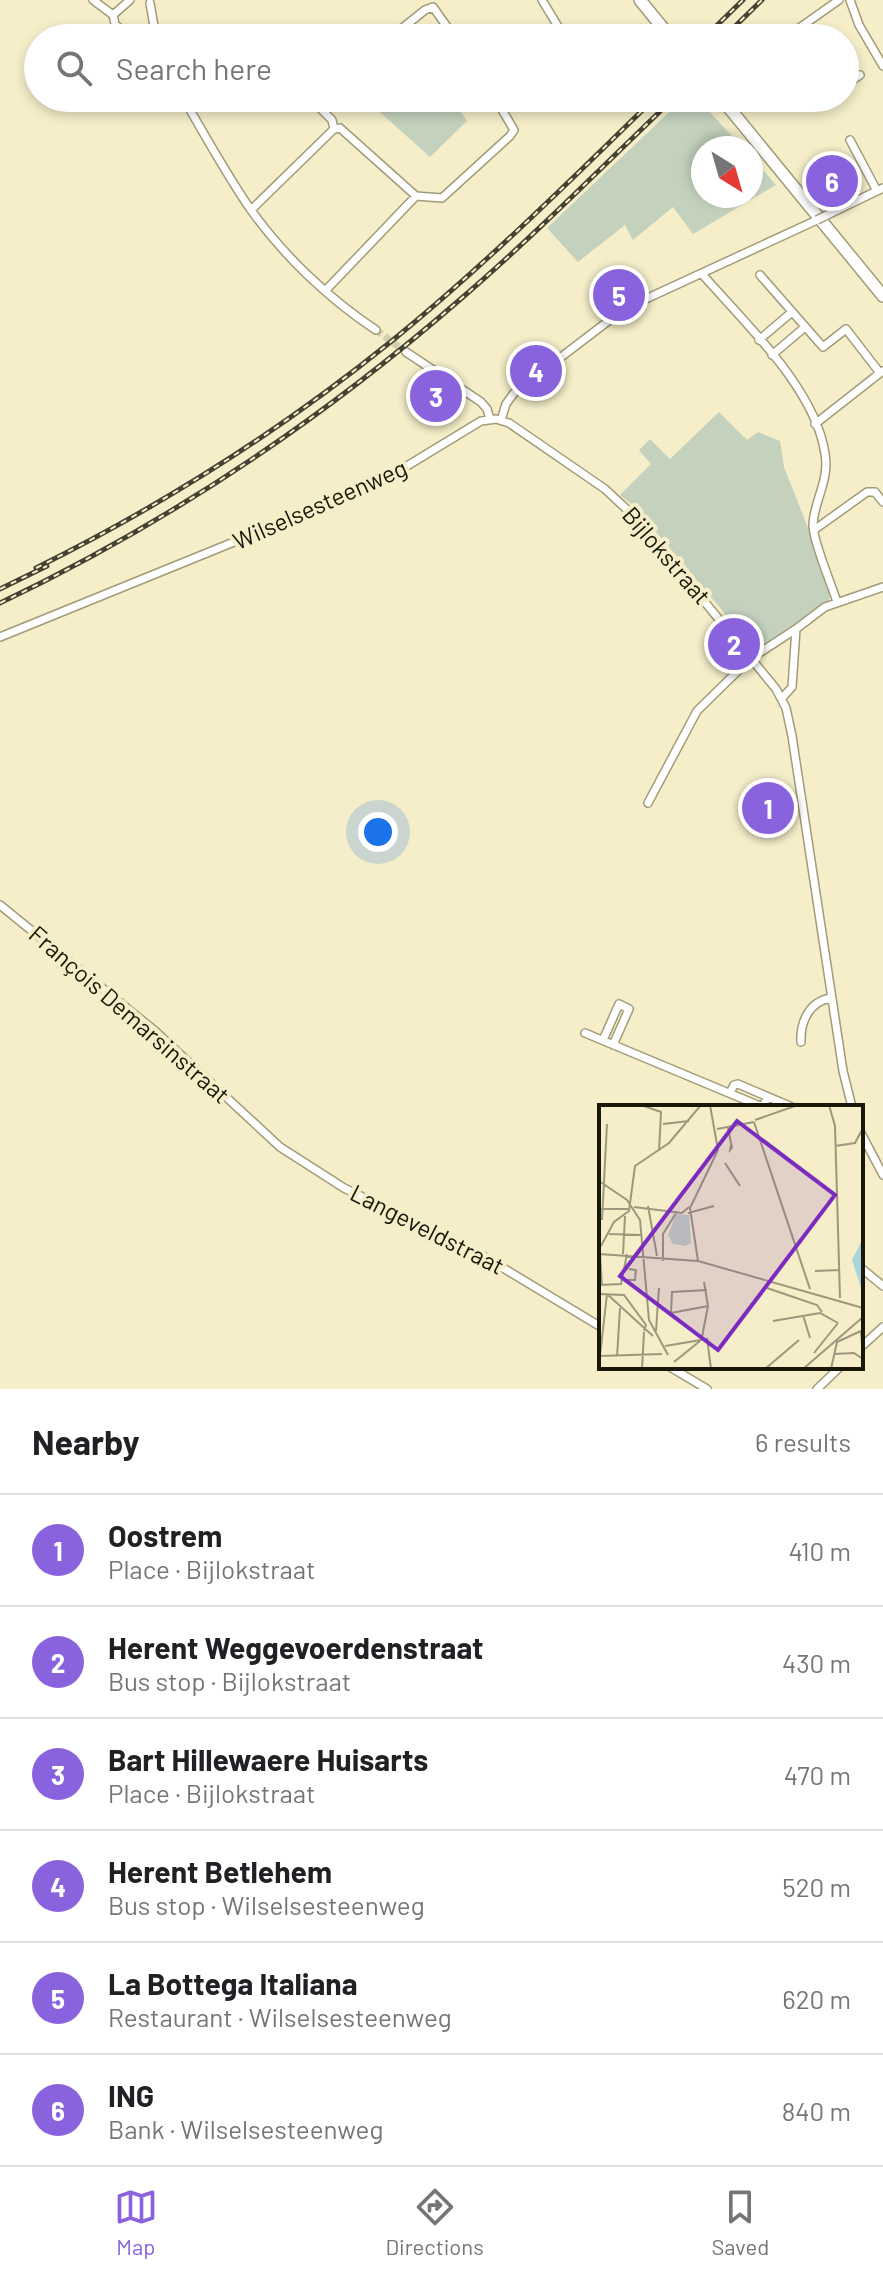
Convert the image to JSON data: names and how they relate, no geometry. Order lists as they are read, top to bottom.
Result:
{
  "streets": {
    "street": [
      "Wilselsesteenweg",
      "Bijlokstraat",
      "François Demarsinstraat",
      "Langeveldstraat"
    ]
  },
  "crossings": [
    ["François Demarsinstraat", "Langeveldstraat"]
  ],
  "north": "bottom right",
  "page": {
    "search": "Search here",
    "pins": [
      "6",
      "5",
      "4",
      "3",
      "2",
      "1"
    ],
    "heading": ["Nearby", "6 results"],
    "list": [
      {
        "mark": "1",
        "name": "Oostrem",
        "note": "Place · Bijlokstraat",
        "value": "410 m"
      },
      {
        "mark": "2",
        "name": "Herent Weggevoerdenstraat",
        "note": "Bus stop · Bijlokstraat",
        "value": "430 m"
      },
      {
        "mark": "3",
        "name": "Bart Hillewaere Huisarts",
        "note": "Place · Bijlokstraat",
        "value": "470 m"
      },
      {
        "mark": "4",
        "name": "Herent Betlehem",
        "note": "Bus stop · Wilselsesteenweg",
        "value": "520 m"
      },
      {
        "mark": "5",
        "name": "La Bottega Italiana",
        "note": "Restaurant · Wilselsesteenweg",
        "value": "620 m"
      },
      {
        "mark": "6",
        "name": "ING",
        "note": "Bank · Wilselsesteenweg",
        "value": "840 m"
      }
    ],
    "nav": ["Map", "Directions", "Saved"]
  }
}
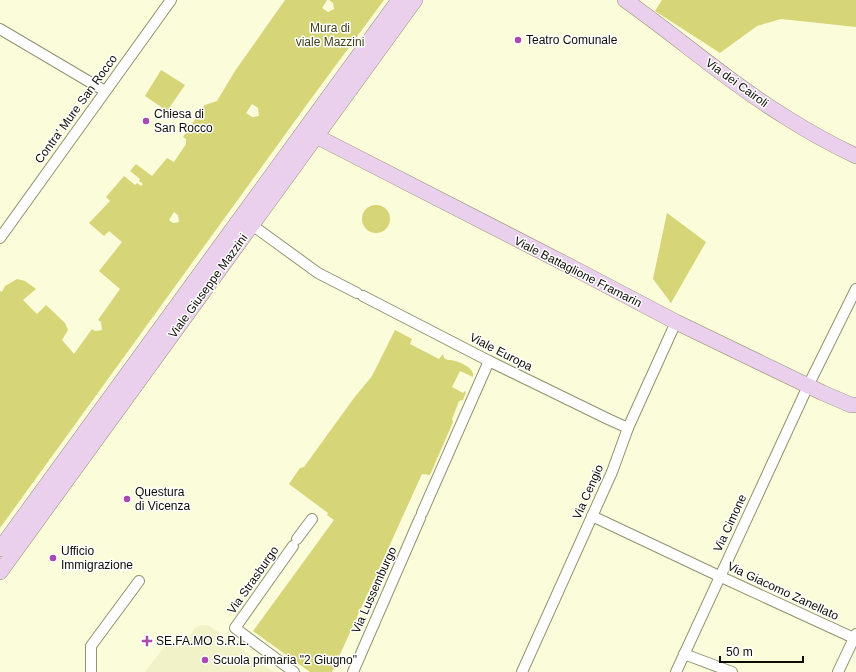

........

> _Exercise directions_: From the entries above, write out every line without a single change, skipping the images.

> _Output for this exercise_:
Convert the image to JSON data: names and how they relate, no geometry. Order lists as they are read, top to bottom.
Result:
{
  "streets": {
    "street": [
      "Wilselsesteenweg",
      "Bijlokstraat",
      "François Demarsinstraat",
      "Langeveldstraat"
    ]
  },
  "crossings": [
    ["François Demarsinstraat", "Langeveldstraat"]
  ],
  "north": "bottom right",
  "page": {
    "search": "Search here",
    "pins": [
      "6",
      "5",
      "4",
      "3",
      "2",
      "1"
    ],
    "heading": ["Nearby", "6 results"],
    "list": [
      {
        "mark": "1",
        "name": "Oostrem",
        "note": "Place · Bijlokstraat",
        "value": "410 m"
      },
      {
        "mark": "2",
        "name": "Herent Weggevoerdenstraat",
        "note": "Bus stop · Bijlokstraat",
        "value": "430 m"
      },
      {
        "mark": "3",
        "name": "Bart Hillewaere Huisarts",
        "note": "Place · Bijlokstraat",
        "value": "470 m"
      },
      {
        "mark": "4",
        "name": "Herent Betlehem",
        "note": "Bus stop · Wilselsesteenweg",
        "value": "520 m"
      },
      {
        "mark": "5",
        "name": "La Bottega Italiana",
        "note": "Restaurant · Wilselsesteenweg",
        "value": "620 m"
      },
      {
        "mark": "6",
        "name": "ING",
        "note": "Bank · Wilselsesteenweg",
        "value": "840 m"
      }
    ],
    "nav": ["Map", "Directions", "Saved"]
  }
}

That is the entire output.